From 9113b50c9674c1821a337195ae3cd7f0bb9a86c0 Mon Sep 17 00:00:00 2001
From: thomwolf <thomwolf@gmail.com>
Date: Fri, 5 Jul 2019 11:31:51 +0200
Subject: [PATCH] hubs [WIP]

---
 hubconfs/xlm_hubconf.py                       | 167 ++++++++++++++++++
 .../{xlnet_hubconf.py => xlnet_hubconf.1.py}  |   0
 2 files changed, 167 insertions(+)
 create mode 100644 hubconfs/xlm_hubconf.py
 rename hubconfs/{xlnet_hubconf.py => xlnet_hubconf.1.py} (100%)

diff --git a/hubconfs/xlm_hubconf.py b/hubconfs/xlm_hubconf.py
new file mode 100644
index 0000000000..154f875bfb
--- /dev/null
+++ b/hubconfs/xlm_hubconf.py
@@ -0,0 +1,167 @@
+from pytorch_pretrained_bert.tokenization_xlm import XLMTokenizer
+from pytorch_pretrained_bert.modeling_xlm import (
+    XLMConfig,
+    XLMModel,
+    XLMWithLMHeadModel,
+    XLMForSequenceClassification,
+    XLMForQuestionAnswering
+)
+
+# A lot of models share the same param doc.
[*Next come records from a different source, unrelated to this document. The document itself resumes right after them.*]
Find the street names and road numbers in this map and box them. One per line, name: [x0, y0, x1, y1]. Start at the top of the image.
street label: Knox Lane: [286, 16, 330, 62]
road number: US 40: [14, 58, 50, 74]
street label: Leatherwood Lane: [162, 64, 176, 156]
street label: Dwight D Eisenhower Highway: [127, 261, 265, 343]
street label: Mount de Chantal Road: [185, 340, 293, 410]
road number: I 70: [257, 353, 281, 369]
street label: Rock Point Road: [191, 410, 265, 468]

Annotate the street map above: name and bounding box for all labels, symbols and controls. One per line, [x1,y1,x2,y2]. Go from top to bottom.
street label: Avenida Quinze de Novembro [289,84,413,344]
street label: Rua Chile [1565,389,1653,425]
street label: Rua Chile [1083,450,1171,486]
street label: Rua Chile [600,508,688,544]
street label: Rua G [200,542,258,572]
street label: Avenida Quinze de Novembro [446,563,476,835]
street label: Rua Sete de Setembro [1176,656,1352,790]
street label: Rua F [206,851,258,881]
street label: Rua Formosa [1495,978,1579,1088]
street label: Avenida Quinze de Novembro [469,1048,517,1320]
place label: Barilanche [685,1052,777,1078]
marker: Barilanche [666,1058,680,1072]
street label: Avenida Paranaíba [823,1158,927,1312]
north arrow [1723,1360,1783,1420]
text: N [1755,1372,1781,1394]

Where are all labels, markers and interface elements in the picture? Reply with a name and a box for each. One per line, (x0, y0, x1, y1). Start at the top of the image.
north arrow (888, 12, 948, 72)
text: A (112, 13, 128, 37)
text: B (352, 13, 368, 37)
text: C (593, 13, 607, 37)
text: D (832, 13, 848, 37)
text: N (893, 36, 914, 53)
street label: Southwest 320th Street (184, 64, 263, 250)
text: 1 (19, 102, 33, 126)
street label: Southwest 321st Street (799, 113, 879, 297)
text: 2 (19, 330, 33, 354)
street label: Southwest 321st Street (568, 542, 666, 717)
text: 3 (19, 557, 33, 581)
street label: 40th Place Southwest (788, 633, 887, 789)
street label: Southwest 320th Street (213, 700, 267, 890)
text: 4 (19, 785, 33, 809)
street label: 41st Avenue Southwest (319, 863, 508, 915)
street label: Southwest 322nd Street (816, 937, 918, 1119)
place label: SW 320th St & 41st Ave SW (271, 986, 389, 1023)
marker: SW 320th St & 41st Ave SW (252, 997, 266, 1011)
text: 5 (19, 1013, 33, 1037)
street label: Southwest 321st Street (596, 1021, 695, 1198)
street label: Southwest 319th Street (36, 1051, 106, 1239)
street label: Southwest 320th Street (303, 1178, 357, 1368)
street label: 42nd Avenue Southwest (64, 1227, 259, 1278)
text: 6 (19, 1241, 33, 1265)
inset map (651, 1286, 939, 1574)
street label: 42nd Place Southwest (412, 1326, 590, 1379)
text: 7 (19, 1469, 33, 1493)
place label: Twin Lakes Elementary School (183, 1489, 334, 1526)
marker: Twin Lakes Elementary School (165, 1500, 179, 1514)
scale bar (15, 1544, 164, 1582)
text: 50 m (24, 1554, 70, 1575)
Use a decorator
+# to save typing
+xlm_start_docstring = """
+    Model class adapted from the XLM Transformer model of
+        "Cross-lingual Language Model Pretraining" by Guillaume Lample, Alexis Conneau
+        Paper: https://arxiv.org/abs/1901.07291
+        Original code: https://github.com/facebookresearch/XLM
+
+    Example:
+        # Load the tokenizer
+        >>> import torch
+        >>> tokenizer = torch.hub.load('huggingface/pytorch-pretrained-BERT', 'xlmTokenizer', 'xlm-mlm-en-2048')
+
+        #  Prepare tokenized input
+        >>> text_1 = "Who was Jim Henson ?"
+        >>> text_2 = "Jim Henson was a puppeteer"
+        >>> indexed_tokens_1 = tokenizer.encode(text_1)
+        >>> indexed_tokens_2 = tokenizer.encode(text_2)
+        >>> tokens_tensor_1 = torch.tensor([indexed_tokens_1])
+        >>> tokens_tensor_2 = torch.tensor([indexed_tokens_2])
+"""
+
+# A lot of models share the same param doc. Use a decorator
+# to save typing
+xlm_end_docstring = """
+    Params:
+        pretrained_model_name_or_path: either:
+            - a str with the name of a pre-trained model to load selected in the list of:
+                . `xlm-mlm-en-2048`
+            - a path or url to a pretrained model archive containing:
+                . `config.json` a configuration file for the model
+                . `pytorch_model.bin` a PyTorch dump created using the `convert_xlm_checkpoint_to_pytorch` conversion script
+        cache_dir: an optional path to a folder in which the pre-trained models will be cached.
+        state_dict: an optional state dictionary (collections.OrderedDict object) to use instead of pre-trained models
+        *inputs, **kwargs: additional input for the specific XLM class
+"""
+
+
+def _begin_with_docstring(docstr):
+    def docstring_decorator(fn):
+        fn.__doc__ = fn.__doc__ + docstr
+        return fn
+    return docstring_decorator
+
+def _end_with_docstring(docstr):
+    def docstring_decorator(fn):
+        fn.__doc__ = fn.__doc__ + docstr
+        return fn
+    return docstring_decorator
+
+
+def xlmTokenizer(*args, **kwargs):
+    """
+    Instantiate a XLM BPE tokenizer for XLM from a pre-trained vocab file.
+
+    Args:
+    pretrained_model_name_or_path: Path to pretrained model archive
+                                   or one of pre-trained vocab configs below.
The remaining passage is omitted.